*WORK ORDER*
Set the records down again exactly, apart from any pictures in them.

Stored data:
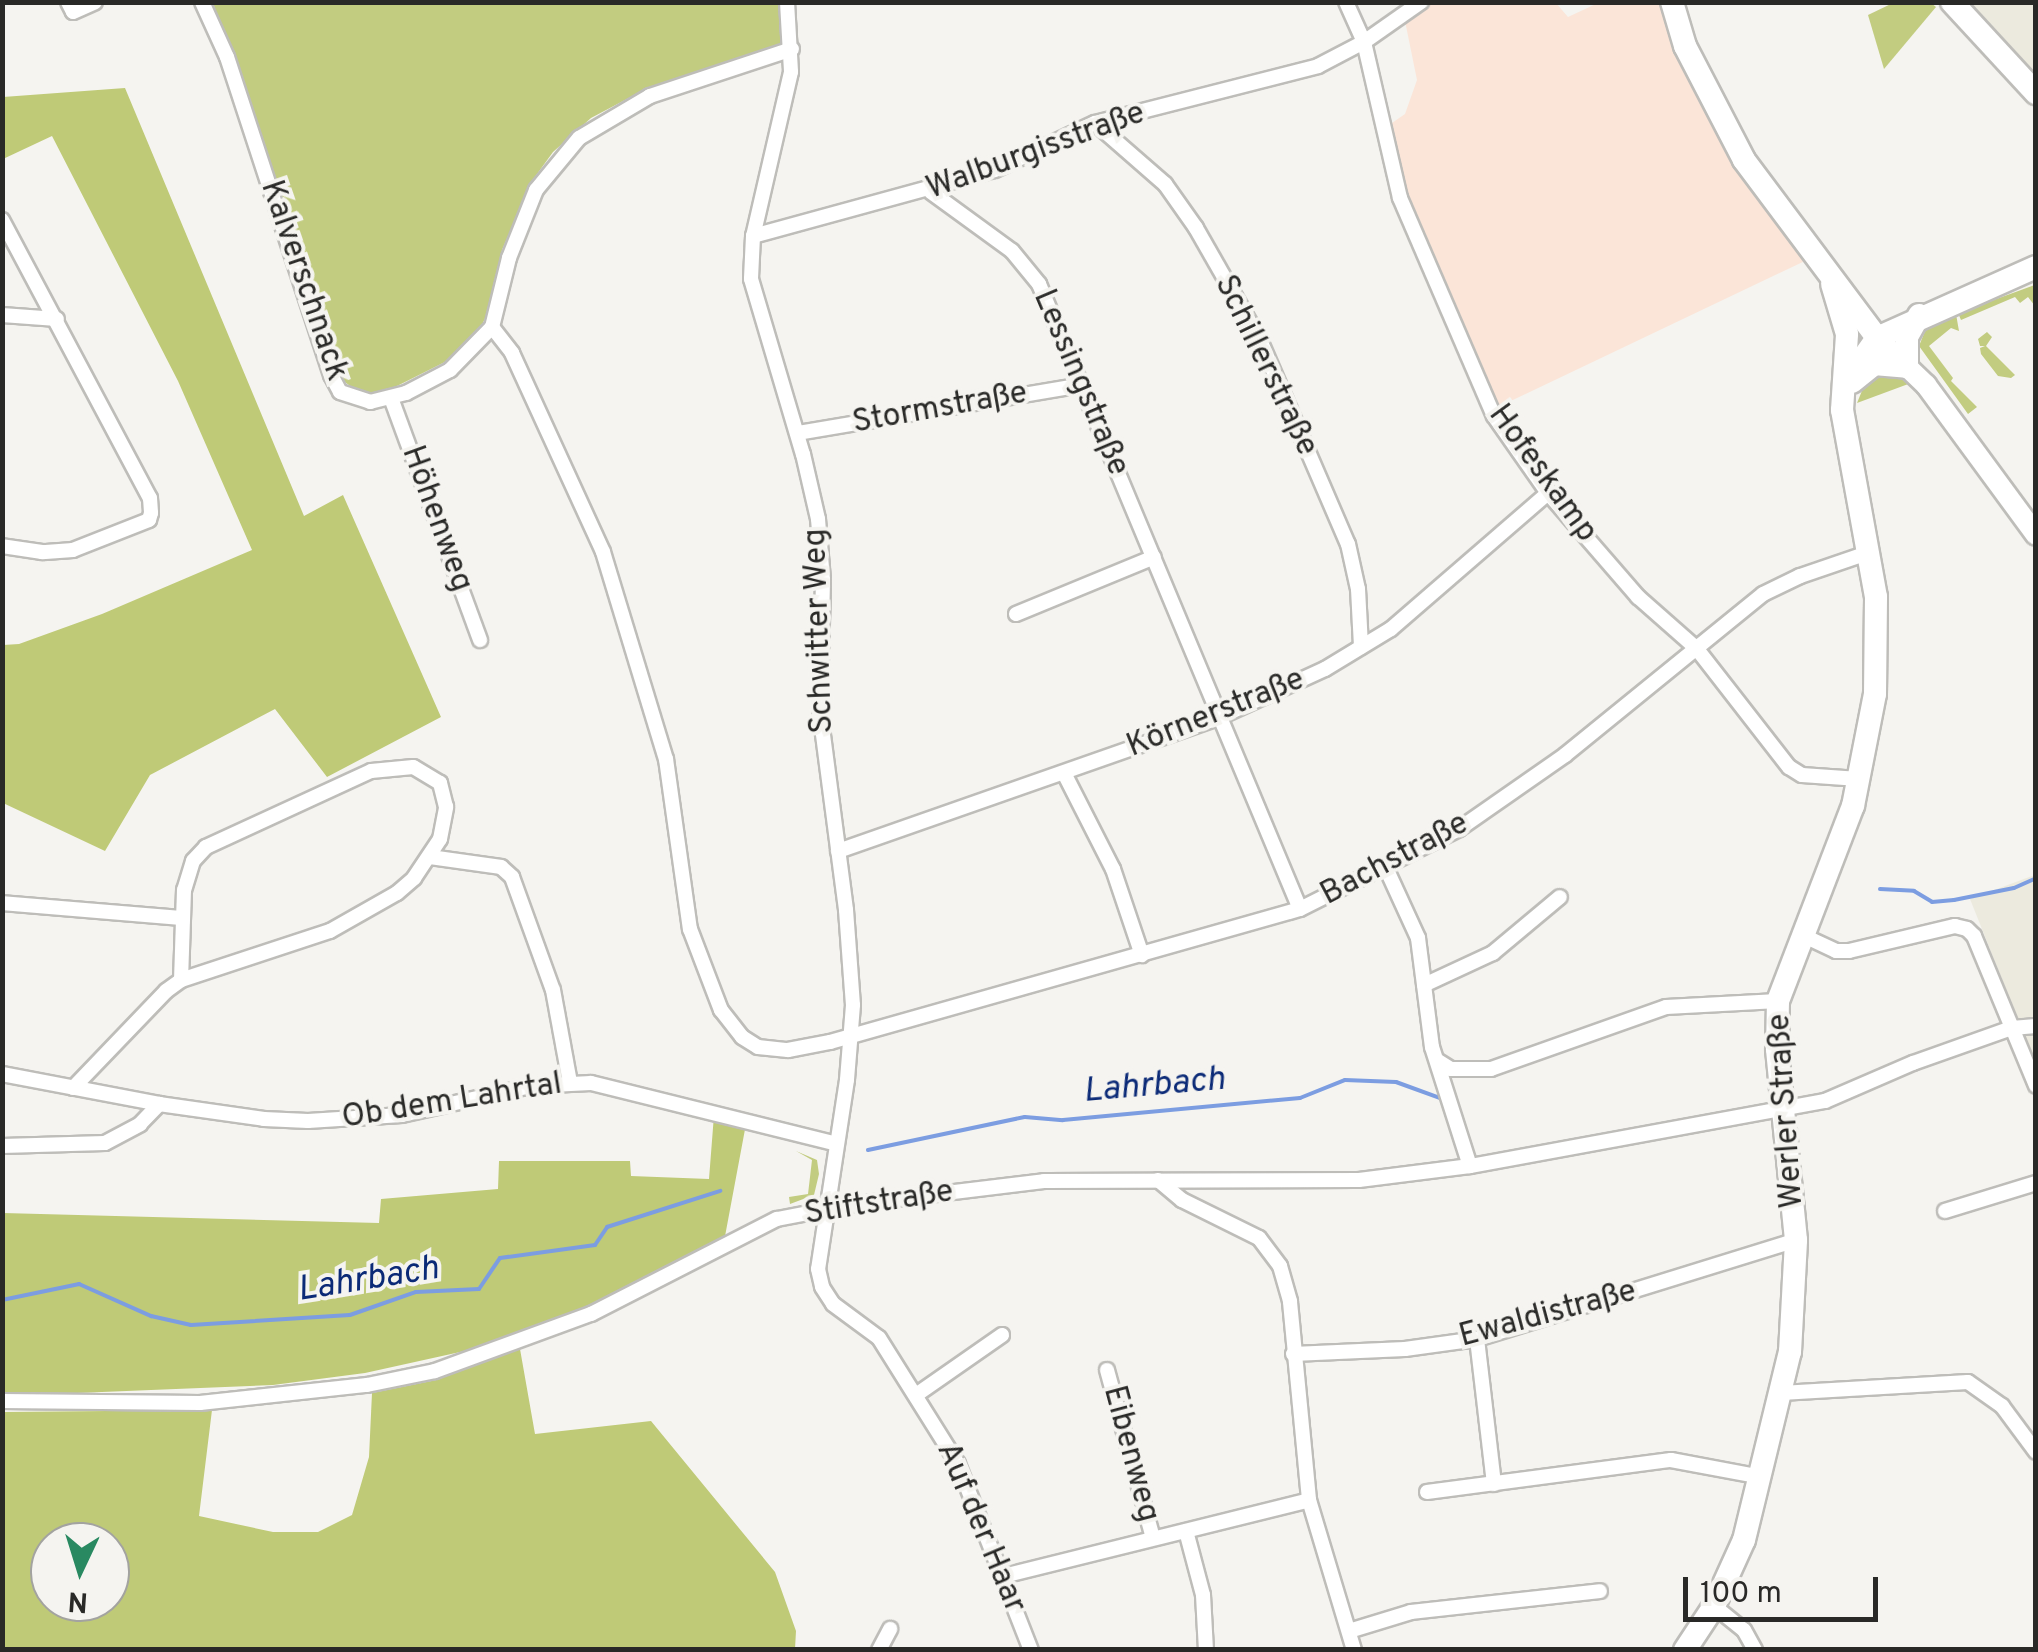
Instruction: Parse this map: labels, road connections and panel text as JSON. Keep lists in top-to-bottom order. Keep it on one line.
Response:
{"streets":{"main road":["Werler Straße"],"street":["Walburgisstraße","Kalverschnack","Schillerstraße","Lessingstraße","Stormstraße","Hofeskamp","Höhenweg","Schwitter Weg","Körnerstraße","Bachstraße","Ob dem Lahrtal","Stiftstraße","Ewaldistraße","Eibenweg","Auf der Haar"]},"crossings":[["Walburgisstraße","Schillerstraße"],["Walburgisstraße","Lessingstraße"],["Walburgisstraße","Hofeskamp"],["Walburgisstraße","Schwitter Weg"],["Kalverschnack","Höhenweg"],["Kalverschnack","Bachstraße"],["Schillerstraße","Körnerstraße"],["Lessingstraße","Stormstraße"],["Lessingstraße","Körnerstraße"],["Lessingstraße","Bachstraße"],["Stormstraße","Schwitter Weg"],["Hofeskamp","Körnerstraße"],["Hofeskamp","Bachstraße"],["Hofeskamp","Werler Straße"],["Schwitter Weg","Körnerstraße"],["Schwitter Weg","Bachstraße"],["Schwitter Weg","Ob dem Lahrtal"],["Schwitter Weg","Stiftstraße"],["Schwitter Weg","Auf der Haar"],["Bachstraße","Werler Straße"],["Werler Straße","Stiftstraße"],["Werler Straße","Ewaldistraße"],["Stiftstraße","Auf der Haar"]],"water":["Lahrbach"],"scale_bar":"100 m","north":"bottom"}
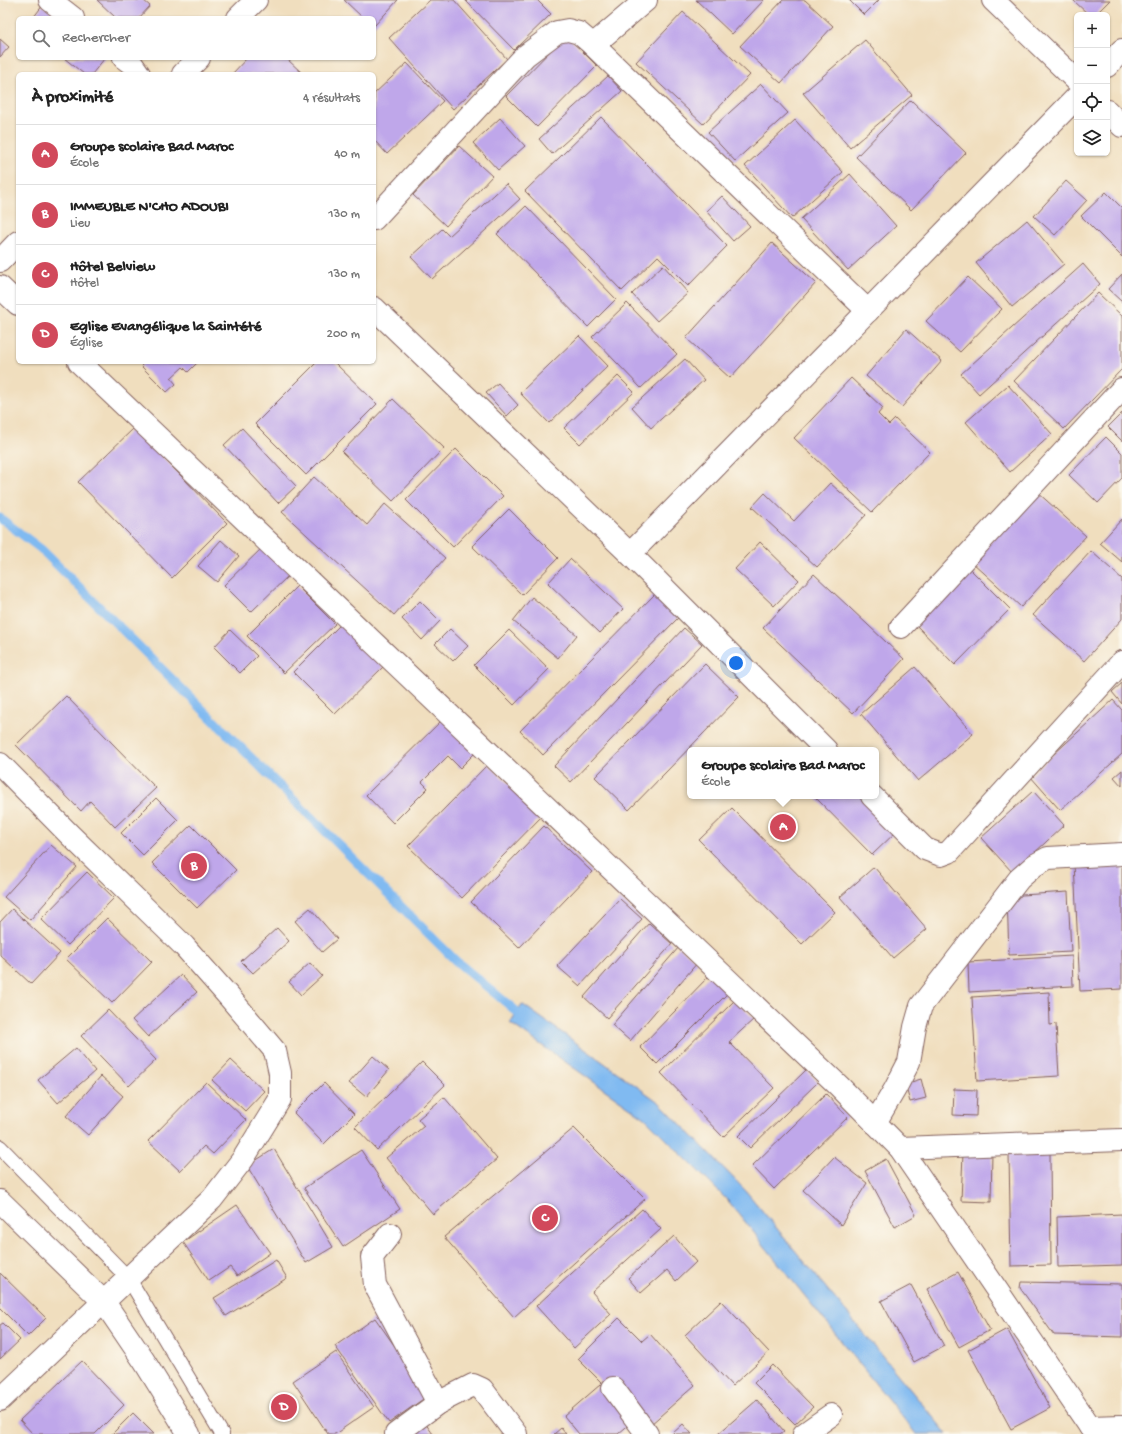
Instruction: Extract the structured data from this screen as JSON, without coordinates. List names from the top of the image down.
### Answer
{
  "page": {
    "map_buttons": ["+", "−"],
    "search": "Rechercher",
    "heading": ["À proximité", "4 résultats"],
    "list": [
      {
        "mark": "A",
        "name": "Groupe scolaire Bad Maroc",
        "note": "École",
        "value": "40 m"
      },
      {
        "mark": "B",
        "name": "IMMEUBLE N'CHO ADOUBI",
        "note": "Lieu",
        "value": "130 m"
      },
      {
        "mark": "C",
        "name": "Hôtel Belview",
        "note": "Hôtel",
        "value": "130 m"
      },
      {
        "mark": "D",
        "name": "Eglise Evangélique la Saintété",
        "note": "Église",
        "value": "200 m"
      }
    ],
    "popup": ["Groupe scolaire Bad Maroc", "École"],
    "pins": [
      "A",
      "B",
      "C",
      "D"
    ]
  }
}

*ANSWER FOR THIS EXERCISE*
Instruction: Parse this map: labels, road connections and panel text as JSON. Keep lists in top-to-bottom order. Keep it on one line.
Response:
{"streets":{"main road":["Werler Straße"],"street":["Walburgisstraße","Kalverschnack","Schillerstraße","Lessingstraße","Stormstraße","Hofeskamp","Höhenweg","Schwitter Weg","Körnerstraße","Bachstraße","Ob dem Lahrtal","Stiftstraße","Ewaldistraße","Eibenweg","Auf der Haar"]},"crossings":[["Walburgisstraße","Schillerstraße"],["Walburgisstraße","Lessingstraße"],["Walburgisstraße","Hofeskamp"],["Walburgisstraße","Schwitter Weg"],["Kalverschnack","Höhenweg"],["Kalverschnack","Bachstraße"],["Schillerstraße","Körnerstraße"],["Lessingstraße","Stormstraße"],["Lessingstraße","Körnerstraße"],["Lessingstraße","Bachstraße"],["Stormstraße","Schwitter Weg"],["Hofeskamp","Körnerstraße"],["Hofeskamp","Bachstraße"],["Hofeskamp","Werler Straße"],["Schwitter Weg","Körnerstraße"],["Schwitter Weg","Bachstraße"],["Schwitter Weg","Ob dem Lahrtal"],["Schwitter Weg","Stiftstraße"],["Schwitter Weg","Auf der Haar"],["Bachstraße","Werler Straße"],["Werler Straße","Stiftstraße"],["Werler Straße","Ewaldistraße"],["Stiftstraße","Auf der Haar"]],"water":["Lahrbach"],"scale_bar":"100 m","north":"bottom"}
Instruction: Extract the structured data from this screen as JSON, without coordinates. List names from the top of the image down.
### Answer
{
  "page": {
    "map_buttons": ["+", "−"],
    "search": "Rechercher",
    "heading": ["À proximité", "4 résultats"],
    "list": [
      {
        "mark": "A",
        "name": "Groupe scolaire Bad Maroc",
        "note": "École",
        "value": "40 m"
      },
      {
        "mark": "B",
        "name": "IMMEUBLE N'CHO ADOUBI",
        "note": "Lieu",
        "value": "130 m"
      },
      {
        "mark": "C",
        "name": "Hôtel Belview",
        "note": "Hôtel",
        "value": "130 m"
      },
      {
        "mark": "D",
        "name": "Eglise Evangélique la Saintété",
        "note": "Église",
        "value": "200 m"
      }
    ],
    "popup": ["Groupe scolaire Bad Maroc", "École"],
    "pins": [
      "A",
      "B",
      "C",
      "D"
    ]
  }
}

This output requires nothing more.